(Records for the exercise Opens)

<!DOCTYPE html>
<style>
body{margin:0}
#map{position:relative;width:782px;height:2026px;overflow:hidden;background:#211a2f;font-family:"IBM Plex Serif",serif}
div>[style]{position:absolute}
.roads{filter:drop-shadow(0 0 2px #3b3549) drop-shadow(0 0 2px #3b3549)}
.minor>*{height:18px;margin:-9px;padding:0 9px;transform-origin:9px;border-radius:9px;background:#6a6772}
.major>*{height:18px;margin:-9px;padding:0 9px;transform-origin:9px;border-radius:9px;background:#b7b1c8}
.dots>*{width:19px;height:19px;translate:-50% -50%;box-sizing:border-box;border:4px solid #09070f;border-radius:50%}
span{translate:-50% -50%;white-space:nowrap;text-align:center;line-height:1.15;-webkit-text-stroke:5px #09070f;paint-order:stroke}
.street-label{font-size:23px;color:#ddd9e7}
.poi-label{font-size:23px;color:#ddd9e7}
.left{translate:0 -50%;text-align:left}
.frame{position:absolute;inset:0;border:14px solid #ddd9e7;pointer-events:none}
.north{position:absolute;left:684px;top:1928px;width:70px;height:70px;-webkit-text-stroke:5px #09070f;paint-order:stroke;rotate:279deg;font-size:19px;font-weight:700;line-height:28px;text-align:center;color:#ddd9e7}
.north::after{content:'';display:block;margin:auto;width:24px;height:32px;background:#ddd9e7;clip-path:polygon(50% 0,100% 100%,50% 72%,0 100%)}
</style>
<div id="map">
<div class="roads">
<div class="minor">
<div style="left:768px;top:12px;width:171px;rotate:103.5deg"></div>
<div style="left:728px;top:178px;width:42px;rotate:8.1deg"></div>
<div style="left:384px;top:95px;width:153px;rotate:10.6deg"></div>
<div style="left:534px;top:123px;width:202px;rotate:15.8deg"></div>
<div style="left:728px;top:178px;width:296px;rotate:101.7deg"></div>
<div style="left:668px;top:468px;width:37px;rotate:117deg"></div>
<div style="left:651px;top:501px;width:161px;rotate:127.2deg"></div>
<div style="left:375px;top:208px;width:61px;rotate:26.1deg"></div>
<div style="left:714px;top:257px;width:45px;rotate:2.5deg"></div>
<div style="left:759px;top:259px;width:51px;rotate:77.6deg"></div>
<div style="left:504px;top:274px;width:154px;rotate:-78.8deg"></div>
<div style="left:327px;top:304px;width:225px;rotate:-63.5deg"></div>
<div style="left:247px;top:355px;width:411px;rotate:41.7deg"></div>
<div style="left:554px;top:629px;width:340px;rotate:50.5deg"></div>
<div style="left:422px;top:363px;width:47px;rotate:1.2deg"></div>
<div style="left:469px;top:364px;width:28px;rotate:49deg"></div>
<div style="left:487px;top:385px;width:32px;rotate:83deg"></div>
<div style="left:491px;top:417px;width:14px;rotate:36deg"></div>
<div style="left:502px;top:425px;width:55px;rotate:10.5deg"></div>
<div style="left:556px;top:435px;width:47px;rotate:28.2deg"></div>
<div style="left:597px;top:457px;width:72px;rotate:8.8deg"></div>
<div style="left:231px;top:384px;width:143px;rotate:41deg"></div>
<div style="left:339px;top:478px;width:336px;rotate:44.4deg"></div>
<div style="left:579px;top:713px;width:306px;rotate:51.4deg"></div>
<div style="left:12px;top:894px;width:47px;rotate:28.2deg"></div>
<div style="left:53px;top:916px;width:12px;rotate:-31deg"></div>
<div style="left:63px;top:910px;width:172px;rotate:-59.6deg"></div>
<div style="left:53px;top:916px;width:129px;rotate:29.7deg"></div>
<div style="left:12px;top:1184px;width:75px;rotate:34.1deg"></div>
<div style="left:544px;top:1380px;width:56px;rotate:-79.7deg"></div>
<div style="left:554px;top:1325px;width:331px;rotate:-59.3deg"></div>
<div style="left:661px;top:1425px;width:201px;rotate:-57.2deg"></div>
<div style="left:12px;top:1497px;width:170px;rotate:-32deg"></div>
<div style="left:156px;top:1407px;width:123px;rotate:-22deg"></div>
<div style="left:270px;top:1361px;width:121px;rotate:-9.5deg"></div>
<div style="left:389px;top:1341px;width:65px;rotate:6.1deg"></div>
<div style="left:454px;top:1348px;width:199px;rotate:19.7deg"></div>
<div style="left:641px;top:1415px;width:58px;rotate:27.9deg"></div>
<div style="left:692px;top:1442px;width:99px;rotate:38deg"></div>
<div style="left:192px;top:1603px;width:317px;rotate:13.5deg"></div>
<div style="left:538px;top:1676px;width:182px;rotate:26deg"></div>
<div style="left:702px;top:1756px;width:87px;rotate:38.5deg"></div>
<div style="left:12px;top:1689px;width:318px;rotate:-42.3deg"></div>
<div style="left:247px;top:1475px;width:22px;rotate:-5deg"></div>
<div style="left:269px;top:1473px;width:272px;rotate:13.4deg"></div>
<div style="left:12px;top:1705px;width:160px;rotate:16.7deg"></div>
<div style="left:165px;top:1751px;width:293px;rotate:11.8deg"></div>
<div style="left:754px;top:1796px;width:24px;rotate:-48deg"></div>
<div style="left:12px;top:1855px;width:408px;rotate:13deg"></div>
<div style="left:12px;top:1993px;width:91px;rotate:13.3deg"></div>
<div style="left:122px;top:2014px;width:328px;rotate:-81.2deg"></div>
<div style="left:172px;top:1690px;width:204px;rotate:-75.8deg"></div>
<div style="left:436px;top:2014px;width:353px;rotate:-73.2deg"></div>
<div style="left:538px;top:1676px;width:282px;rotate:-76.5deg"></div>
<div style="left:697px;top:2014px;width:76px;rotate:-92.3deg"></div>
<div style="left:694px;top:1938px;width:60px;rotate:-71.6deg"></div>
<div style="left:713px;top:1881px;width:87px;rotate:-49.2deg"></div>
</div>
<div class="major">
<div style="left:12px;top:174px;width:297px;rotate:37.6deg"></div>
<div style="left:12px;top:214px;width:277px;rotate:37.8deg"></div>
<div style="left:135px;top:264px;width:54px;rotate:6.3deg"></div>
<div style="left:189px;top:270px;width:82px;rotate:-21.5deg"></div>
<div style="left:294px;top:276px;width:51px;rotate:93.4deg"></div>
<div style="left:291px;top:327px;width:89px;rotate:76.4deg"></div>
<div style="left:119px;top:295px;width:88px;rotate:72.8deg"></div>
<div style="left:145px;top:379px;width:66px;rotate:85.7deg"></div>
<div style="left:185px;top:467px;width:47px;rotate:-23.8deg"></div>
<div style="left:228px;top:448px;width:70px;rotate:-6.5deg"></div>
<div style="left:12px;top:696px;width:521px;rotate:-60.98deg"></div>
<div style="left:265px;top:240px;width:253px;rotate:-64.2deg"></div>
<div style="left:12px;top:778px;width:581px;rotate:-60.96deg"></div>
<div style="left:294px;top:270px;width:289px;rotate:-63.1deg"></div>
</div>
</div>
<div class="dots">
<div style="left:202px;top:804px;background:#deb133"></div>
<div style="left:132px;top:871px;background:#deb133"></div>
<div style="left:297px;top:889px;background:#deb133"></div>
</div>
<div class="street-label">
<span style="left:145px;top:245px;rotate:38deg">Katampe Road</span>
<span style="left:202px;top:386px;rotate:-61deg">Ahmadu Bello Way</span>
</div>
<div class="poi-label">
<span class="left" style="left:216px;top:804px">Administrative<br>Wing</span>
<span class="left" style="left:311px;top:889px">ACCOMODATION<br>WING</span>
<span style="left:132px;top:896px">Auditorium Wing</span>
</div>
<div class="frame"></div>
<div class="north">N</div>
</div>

(Records for the exercise Closes)

• Assignment:
Could you return, word for word, only the lines running from the first line of the material above to the line that contains "2px #3b3549) drop-shadow(0", inclusive?

• Answer box:
<!DOCTYPE html>
<style>
body{margin:0}
#map{position:relative;width:782px;height:2026px;overflow:hidden;background:#211a2f;font-family:"IBM Plex Serif",serif}
div>[style]{position:absolute}
.roads{filter:drop-shadow(0 0 2px #3b3549) drop-shadow(0 0 2px #3b3549)}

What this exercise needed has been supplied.